Routine means a wire brush and bottle of Naval Jelly to prepare for a new coat of high temperature enamel.  Working away at the rust had me wishing I would have taken the air compressor and sandblaster my father offered me.  Working on machines has a way of triggering memories and regrets.

Jack Riepe advised I send the thing to Jet-Hot for a new ceramic coating.  I'm stubborn though and it would require a change in plans.  I did send an email and received a prompt reply -- $80 plus shipping.  A good price.  An excellent price in fact.  My auto mechanic told me yesterday he uses them to coat the exhaust system of his Lotus race car.  Plenty of evidence was available to support the Jet-Hot course.  But in the end I picked up a can of Rustoleum.



My father would have fixed the Vespa in a day.  Less actually.  And here I am stuck in a mental traffic jam making the simplest things seem impossible.  Add to that a lot of tasks, projects and activities that divert time and energy.  I was sitting in a U-Haul Cargo Van on the approach to the George Washington Bridge in New York when I made this picture.  Traffic moved at a glacial pace as I pondered the wisdom of lane-splitting for motorcycles and scooters.  Aleta and I were making a one day trip to Astoria to pack some things and return home.

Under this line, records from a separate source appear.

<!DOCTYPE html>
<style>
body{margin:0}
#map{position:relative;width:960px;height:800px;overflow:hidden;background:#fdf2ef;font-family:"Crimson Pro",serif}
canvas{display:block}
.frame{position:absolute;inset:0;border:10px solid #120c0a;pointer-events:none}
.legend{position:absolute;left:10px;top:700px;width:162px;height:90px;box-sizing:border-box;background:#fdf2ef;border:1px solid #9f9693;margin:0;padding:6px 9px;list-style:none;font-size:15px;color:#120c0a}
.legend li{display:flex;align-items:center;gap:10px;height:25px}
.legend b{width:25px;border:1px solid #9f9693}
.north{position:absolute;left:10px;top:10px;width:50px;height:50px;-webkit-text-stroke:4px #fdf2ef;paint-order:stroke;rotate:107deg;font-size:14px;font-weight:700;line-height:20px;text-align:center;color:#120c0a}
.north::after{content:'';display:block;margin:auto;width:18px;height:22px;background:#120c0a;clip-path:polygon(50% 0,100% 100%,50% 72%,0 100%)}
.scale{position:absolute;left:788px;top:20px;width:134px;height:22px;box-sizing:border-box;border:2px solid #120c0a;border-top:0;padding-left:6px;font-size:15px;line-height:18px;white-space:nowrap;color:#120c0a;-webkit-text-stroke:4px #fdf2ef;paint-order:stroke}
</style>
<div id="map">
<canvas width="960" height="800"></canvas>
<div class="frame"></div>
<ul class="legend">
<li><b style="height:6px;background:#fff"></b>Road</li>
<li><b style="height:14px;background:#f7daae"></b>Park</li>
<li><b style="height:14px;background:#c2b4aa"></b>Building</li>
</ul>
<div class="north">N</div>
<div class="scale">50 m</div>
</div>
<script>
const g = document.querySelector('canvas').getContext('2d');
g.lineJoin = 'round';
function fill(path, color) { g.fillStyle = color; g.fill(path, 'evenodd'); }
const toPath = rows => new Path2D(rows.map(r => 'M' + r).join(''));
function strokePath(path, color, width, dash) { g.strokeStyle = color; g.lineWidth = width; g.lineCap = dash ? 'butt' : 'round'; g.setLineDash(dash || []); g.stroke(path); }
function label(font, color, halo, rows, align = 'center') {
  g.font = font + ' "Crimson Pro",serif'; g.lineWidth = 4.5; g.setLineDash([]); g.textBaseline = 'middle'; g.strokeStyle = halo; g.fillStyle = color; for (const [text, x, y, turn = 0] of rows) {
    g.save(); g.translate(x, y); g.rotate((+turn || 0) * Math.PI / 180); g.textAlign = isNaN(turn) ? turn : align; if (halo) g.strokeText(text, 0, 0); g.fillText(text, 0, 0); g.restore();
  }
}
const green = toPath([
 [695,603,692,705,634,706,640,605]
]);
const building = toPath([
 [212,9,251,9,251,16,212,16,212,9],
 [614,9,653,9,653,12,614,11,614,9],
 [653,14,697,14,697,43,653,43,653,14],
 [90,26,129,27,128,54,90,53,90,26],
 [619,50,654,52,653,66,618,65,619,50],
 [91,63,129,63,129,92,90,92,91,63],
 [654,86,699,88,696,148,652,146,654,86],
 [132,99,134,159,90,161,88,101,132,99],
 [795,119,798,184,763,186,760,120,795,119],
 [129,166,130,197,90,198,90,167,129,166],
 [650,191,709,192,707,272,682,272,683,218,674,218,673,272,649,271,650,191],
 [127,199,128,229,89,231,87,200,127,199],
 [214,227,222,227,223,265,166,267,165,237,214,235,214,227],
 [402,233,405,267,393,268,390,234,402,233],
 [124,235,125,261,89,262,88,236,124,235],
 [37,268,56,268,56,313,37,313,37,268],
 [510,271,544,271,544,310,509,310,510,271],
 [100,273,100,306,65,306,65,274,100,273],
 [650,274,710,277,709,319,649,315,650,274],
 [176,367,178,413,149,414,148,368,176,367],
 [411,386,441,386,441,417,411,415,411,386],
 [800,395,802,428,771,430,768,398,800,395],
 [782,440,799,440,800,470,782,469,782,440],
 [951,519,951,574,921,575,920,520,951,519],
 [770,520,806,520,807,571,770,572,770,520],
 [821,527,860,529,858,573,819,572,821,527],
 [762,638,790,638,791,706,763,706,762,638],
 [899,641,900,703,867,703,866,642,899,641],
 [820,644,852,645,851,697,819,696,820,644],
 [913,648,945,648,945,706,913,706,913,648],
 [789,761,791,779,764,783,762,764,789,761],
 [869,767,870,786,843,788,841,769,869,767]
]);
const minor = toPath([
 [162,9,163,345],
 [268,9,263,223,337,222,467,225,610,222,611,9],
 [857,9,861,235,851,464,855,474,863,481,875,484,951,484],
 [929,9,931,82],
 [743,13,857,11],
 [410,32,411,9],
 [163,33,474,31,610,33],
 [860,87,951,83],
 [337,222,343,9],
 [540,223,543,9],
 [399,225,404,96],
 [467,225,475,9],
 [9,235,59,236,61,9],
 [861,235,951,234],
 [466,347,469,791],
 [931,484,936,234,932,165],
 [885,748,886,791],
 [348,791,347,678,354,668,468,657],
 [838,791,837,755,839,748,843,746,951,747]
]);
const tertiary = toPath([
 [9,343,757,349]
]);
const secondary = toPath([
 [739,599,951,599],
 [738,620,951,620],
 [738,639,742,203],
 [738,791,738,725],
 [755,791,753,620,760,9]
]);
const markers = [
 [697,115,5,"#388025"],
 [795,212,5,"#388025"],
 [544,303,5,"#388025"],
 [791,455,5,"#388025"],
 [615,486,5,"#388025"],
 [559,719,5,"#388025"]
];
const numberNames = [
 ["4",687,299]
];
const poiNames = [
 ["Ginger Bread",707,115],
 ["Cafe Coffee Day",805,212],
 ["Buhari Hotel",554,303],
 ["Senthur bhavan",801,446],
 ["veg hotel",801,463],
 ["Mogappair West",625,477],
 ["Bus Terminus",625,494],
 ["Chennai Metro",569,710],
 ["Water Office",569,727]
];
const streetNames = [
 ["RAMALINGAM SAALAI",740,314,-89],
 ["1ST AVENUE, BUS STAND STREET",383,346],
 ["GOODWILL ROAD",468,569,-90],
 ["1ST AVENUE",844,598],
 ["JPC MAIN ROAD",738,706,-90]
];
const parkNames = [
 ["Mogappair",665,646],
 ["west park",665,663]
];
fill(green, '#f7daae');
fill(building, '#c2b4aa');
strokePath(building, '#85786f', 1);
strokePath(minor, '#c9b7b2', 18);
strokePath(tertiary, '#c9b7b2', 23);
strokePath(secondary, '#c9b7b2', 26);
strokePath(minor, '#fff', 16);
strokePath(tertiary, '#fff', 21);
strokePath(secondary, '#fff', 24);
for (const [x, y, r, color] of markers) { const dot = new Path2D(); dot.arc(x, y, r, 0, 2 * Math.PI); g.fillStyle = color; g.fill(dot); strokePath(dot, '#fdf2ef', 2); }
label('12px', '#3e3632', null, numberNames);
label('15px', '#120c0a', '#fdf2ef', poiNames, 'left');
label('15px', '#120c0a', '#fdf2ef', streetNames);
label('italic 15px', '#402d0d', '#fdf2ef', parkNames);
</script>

If you ever want to test your age make a long drive, spend seven hours packing and carrying boxes from a third floor walk-up, and then drive home again.


The weather today was perfect for spray painting. A patina of rust gave way to a hiding coat of flat black enamel.  Not as nice as the Jet-Hot coating would be but good enough to keep me on the road another year.

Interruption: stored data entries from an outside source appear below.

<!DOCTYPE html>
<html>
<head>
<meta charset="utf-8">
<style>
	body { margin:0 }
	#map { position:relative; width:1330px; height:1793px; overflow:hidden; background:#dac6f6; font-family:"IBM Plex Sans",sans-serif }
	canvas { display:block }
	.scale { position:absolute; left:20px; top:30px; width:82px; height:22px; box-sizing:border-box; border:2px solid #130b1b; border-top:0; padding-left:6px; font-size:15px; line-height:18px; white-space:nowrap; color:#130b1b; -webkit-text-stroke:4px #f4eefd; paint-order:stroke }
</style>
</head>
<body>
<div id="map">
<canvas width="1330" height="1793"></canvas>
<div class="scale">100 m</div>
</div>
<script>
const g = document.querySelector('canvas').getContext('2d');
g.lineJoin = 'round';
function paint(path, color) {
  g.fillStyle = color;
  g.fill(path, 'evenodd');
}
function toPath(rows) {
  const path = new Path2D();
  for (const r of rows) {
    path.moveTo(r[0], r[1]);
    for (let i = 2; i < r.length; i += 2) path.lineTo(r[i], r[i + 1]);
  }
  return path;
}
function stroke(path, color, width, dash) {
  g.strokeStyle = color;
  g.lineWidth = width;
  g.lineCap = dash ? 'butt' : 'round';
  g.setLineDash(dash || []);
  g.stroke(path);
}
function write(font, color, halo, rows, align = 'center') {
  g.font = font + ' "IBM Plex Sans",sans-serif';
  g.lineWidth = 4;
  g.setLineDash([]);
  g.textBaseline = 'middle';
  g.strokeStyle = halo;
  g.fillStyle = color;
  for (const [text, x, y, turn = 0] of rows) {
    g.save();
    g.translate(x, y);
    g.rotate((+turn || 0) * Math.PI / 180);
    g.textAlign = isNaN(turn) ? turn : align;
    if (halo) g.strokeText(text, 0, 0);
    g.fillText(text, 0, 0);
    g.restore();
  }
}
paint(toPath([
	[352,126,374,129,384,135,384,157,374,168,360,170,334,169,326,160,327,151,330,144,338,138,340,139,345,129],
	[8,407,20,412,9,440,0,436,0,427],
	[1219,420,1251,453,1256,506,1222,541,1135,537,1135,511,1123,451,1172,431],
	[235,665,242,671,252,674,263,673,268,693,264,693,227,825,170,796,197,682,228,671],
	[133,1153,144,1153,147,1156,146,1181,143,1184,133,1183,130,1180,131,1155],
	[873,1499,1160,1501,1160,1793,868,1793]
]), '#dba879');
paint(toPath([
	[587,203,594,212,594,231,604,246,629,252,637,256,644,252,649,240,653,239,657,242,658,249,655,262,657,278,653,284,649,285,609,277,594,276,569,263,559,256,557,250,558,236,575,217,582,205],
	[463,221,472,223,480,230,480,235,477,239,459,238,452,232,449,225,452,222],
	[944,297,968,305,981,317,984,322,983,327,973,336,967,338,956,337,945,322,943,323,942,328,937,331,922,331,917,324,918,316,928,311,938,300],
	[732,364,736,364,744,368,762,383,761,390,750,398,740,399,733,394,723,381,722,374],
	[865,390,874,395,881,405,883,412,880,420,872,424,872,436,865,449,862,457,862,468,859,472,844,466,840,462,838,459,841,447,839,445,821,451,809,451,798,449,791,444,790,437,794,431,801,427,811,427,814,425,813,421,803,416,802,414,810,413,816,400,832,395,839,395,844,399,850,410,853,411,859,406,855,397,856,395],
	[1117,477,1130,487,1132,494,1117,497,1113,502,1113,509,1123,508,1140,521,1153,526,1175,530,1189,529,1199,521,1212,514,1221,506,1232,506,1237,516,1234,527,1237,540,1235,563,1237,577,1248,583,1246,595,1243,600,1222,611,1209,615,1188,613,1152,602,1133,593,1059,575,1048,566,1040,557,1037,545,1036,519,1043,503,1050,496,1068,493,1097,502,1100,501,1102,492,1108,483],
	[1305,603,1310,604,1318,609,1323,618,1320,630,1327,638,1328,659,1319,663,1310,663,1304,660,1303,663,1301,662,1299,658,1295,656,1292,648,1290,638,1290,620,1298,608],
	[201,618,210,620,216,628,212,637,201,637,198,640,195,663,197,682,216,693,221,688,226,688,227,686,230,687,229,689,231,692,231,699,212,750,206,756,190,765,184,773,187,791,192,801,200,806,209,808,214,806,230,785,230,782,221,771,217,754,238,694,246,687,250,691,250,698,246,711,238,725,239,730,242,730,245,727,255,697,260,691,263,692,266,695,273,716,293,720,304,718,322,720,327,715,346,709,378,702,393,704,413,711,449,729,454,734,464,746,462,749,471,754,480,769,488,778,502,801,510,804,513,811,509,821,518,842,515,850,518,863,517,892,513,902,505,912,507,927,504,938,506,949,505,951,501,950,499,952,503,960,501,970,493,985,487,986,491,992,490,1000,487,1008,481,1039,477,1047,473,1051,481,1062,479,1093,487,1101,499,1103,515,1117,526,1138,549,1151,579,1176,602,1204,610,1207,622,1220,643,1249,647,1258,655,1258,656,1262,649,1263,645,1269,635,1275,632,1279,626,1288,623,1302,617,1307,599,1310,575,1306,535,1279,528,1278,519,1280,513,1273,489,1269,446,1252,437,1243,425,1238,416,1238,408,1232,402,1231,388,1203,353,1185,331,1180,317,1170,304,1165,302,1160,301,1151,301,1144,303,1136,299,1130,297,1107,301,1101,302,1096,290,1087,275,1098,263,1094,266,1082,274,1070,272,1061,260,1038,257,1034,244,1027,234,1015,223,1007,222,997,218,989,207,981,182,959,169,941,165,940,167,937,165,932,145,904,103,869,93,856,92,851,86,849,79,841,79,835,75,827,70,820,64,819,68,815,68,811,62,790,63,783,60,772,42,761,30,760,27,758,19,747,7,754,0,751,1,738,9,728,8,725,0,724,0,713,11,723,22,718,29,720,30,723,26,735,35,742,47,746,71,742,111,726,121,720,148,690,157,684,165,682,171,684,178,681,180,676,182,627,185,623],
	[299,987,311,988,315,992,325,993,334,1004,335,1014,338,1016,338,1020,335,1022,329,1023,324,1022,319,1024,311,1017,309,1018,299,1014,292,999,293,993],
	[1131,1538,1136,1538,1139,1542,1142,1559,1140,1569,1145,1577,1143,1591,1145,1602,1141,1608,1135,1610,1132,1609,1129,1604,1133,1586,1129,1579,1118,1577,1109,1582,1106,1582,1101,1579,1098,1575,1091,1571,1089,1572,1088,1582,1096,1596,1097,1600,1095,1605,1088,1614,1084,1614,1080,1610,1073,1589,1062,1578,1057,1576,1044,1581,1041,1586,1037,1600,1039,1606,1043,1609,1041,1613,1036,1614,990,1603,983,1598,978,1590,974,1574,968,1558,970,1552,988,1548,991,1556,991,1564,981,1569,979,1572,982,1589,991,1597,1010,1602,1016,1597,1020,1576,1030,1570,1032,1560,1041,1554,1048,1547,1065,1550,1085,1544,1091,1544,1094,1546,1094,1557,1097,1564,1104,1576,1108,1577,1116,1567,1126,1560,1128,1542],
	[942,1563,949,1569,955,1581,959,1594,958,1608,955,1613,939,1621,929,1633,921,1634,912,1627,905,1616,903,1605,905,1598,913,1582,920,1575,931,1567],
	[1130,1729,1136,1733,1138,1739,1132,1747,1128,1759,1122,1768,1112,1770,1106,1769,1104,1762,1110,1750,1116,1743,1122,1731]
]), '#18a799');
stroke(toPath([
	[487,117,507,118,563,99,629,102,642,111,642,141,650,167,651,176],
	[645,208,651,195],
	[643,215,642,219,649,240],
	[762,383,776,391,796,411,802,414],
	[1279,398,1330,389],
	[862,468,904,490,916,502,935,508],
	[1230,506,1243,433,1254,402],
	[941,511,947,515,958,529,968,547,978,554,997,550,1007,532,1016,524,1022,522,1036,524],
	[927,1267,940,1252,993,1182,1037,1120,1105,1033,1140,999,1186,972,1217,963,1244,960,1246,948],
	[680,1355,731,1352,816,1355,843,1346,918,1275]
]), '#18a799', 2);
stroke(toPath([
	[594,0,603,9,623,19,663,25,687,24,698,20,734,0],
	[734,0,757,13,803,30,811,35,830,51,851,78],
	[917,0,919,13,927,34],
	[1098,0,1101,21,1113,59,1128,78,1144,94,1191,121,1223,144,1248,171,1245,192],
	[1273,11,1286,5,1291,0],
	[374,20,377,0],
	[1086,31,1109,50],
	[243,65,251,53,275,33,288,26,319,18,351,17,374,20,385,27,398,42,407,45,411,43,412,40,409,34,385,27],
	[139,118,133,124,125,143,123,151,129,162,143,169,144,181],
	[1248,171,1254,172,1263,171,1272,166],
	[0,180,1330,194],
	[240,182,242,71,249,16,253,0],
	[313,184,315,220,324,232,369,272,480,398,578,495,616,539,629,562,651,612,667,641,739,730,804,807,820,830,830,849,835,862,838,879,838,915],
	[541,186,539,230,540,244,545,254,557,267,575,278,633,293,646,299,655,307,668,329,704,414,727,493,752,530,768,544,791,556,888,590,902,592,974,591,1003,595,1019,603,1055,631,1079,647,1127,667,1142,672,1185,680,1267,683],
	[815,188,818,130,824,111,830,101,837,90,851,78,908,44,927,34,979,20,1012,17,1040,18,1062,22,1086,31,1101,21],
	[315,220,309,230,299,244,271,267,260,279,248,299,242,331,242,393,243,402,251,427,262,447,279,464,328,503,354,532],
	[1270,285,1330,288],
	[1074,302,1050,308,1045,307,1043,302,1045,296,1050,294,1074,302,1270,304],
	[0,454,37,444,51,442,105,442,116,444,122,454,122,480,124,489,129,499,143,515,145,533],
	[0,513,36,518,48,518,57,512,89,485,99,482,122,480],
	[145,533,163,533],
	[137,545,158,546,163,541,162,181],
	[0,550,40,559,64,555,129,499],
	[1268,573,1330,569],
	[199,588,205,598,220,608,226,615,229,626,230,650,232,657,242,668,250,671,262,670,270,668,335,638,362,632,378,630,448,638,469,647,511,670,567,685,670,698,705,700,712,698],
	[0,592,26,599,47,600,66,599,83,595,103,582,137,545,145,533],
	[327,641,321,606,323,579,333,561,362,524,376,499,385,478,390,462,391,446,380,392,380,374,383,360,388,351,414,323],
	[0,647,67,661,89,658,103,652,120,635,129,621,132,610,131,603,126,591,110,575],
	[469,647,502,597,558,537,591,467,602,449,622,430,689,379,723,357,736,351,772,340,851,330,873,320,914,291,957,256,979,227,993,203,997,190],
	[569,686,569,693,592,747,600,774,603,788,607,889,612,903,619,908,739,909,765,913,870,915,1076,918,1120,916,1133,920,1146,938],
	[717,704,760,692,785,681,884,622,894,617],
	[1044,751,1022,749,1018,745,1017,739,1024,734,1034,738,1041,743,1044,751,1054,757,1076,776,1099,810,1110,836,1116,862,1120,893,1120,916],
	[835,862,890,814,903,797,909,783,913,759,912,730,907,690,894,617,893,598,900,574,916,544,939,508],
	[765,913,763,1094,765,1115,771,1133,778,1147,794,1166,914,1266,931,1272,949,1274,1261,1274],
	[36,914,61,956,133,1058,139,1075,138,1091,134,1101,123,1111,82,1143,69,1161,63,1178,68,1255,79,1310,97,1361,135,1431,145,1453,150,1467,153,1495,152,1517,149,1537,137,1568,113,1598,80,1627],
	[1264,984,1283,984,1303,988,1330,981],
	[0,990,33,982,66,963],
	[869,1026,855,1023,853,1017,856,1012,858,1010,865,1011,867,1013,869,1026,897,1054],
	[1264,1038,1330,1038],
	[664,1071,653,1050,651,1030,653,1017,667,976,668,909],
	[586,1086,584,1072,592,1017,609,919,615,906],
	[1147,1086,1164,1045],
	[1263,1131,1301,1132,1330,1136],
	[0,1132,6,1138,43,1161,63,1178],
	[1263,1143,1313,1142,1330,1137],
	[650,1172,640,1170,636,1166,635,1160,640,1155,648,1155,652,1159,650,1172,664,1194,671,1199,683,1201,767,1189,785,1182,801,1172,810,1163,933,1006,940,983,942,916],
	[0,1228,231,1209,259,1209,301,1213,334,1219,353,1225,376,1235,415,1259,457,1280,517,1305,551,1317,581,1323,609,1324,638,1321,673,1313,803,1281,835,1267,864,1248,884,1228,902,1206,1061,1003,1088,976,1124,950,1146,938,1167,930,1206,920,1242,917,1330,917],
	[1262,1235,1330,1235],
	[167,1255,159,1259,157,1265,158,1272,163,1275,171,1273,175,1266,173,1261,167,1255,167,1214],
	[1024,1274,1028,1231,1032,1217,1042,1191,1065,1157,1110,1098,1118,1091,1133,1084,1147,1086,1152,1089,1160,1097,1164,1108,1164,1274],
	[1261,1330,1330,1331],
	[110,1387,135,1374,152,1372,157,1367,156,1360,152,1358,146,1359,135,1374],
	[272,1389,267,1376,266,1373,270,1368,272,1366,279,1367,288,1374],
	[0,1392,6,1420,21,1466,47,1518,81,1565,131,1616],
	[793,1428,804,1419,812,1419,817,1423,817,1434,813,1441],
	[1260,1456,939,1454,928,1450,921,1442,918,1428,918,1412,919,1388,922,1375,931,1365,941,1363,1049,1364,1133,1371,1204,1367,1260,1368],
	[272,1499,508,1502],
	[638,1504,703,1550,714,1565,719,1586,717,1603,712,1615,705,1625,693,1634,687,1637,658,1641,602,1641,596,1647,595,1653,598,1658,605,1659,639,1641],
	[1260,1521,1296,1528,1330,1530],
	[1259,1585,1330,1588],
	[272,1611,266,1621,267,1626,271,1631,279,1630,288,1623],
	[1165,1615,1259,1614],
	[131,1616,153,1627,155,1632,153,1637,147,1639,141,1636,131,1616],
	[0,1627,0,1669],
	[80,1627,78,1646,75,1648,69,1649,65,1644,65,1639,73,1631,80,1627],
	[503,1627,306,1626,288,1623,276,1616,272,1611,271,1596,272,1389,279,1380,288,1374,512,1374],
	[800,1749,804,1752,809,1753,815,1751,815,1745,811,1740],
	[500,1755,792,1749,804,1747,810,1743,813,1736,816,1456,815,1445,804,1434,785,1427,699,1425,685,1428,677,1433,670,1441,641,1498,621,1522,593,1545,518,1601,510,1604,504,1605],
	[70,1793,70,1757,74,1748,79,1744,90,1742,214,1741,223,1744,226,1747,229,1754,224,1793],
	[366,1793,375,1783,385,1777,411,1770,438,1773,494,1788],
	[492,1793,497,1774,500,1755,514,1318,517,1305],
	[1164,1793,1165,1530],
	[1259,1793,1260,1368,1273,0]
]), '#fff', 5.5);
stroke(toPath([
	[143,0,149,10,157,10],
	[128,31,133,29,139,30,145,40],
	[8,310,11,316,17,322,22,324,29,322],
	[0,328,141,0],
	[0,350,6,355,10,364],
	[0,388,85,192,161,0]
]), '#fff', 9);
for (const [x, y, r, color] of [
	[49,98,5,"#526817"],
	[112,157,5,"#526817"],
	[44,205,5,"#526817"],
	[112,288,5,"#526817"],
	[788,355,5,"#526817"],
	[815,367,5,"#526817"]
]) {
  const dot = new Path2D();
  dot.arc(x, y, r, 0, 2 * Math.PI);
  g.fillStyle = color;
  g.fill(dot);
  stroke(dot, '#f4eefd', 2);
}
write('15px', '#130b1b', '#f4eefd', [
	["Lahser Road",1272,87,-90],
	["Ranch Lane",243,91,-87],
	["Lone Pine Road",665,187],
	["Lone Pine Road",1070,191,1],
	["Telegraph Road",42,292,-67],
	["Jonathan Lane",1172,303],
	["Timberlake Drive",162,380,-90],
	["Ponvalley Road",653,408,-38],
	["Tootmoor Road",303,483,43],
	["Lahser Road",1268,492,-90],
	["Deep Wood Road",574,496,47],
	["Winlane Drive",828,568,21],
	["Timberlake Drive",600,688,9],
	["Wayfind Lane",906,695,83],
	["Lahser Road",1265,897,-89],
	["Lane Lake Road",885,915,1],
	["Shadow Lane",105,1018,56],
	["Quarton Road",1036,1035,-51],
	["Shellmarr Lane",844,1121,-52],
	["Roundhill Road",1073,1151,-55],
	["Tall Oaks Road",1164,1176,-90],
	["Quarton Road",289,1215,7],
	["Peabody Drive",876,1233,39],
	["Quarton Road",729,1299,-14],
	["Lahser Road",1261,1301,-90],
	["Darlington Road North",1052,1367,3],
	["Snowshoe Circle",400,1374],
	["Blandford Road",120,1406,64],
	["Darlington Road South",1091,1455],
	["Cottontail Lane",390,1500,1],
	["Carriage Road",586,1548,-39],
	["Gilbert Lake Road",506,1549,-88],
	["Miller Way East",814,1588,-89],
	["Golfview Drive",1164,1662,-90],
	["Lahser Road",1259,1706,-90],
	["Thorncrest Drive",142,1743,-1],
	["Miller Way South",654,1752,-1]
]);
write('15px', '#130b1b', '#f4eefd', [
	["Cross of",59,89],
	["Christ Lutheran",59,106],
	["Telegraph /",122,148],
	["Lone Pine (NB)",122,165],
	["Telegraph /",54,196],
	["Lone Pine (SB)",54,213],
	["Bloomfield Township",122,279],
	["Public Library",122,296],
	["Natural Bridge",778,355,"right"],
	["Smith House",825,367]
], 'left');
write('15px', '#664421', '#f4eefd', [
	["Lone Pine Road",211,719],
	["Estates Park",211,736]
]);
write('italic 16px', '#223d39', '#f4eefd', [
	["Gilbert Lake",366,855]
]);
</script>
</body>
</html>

The instructions on the can say I need to bake the muffler.  Won't fit in the oven so I'll have to do it tomorrow on the vehicle.  Awaiting the arrival of a new stainless steel exhaust clamp from Kissell Motorsports so I'll have to use a conventional steel auto clamp temporarily.  Makes me a bit nervous.  I know what "temporarily" can mean.



Driving around Queens, New York in a downpour looking for a parking space is an adventure.  Along Ditmars Boulevard I saw a Vespa LX150 parked in the middle of the street.  Damn scooter riders do whatever they want.  Didn't think I could park the U-Haul in the middle of the street.



Wasn't sure I was up to a long ride home after all the packing and moving but the road can be mesmerizing.  By the time we crossed through the Delaware River Gap I found a second level of energy.  A stop at a rest area later that night for 30 minutes sleep recharged my old batteries and I surprised myself when I pulled into our driveway at 2:30am.

I started wondering if I could do an Iron Butt Saddlesore 1000 ride on the Vespa.  But only for a minute.  Good sense won out as I floated into bed.

I dreamed of riding...

10 comments:

Martha said...

That's sure a long day you just went through though I am pretty sure it would have been better doing an IBA event than what you actually did.

We, the family and I just spent a marathon day in rental car driving from Crystal City in Arlington, VA to near Marshall, VA to see college friends and comrades.....then driving back at night.....in retrospect, should have planned better and not limited myself to a one day rental....I'll know better next time!

That muffler looks fine....let's see some riding!

Dom

Rogier said...

Take it to a place where they can sand blast it! Then have it powder coated.

Or buy a new exhaust and have it powdercoated before bolting it onto your scooter.

Marilyn Elmore said...

I "get it". I think. It's not so much about the money (this time around), as it is the task. The "I can do this" and "I need the personal time with myself and my scooter" is the drive to do as much of the maintenance yourself. Another clue is your reluctance to use machines, when a metal brush and some navel jelly not only COULD do the trick but DID. It's what some of us call tenacity, we will start the project and FINISH it even though we've discovered it's a job we'd have rather given to another with a wad of greenbacks to convince him it's worth the effort. You started and you conquered. No one but you will have the glow in your eye as you see and reflect on the work you completed with this effort. It's a good thing a man or a woman does for themselves when we choose a menial project for ourselves and see it through to the end! And I don't think it looks half bad.

Steve Williams said...

Martha (Dom): What are you doing using your wife's account? You must be unplugged while traveling.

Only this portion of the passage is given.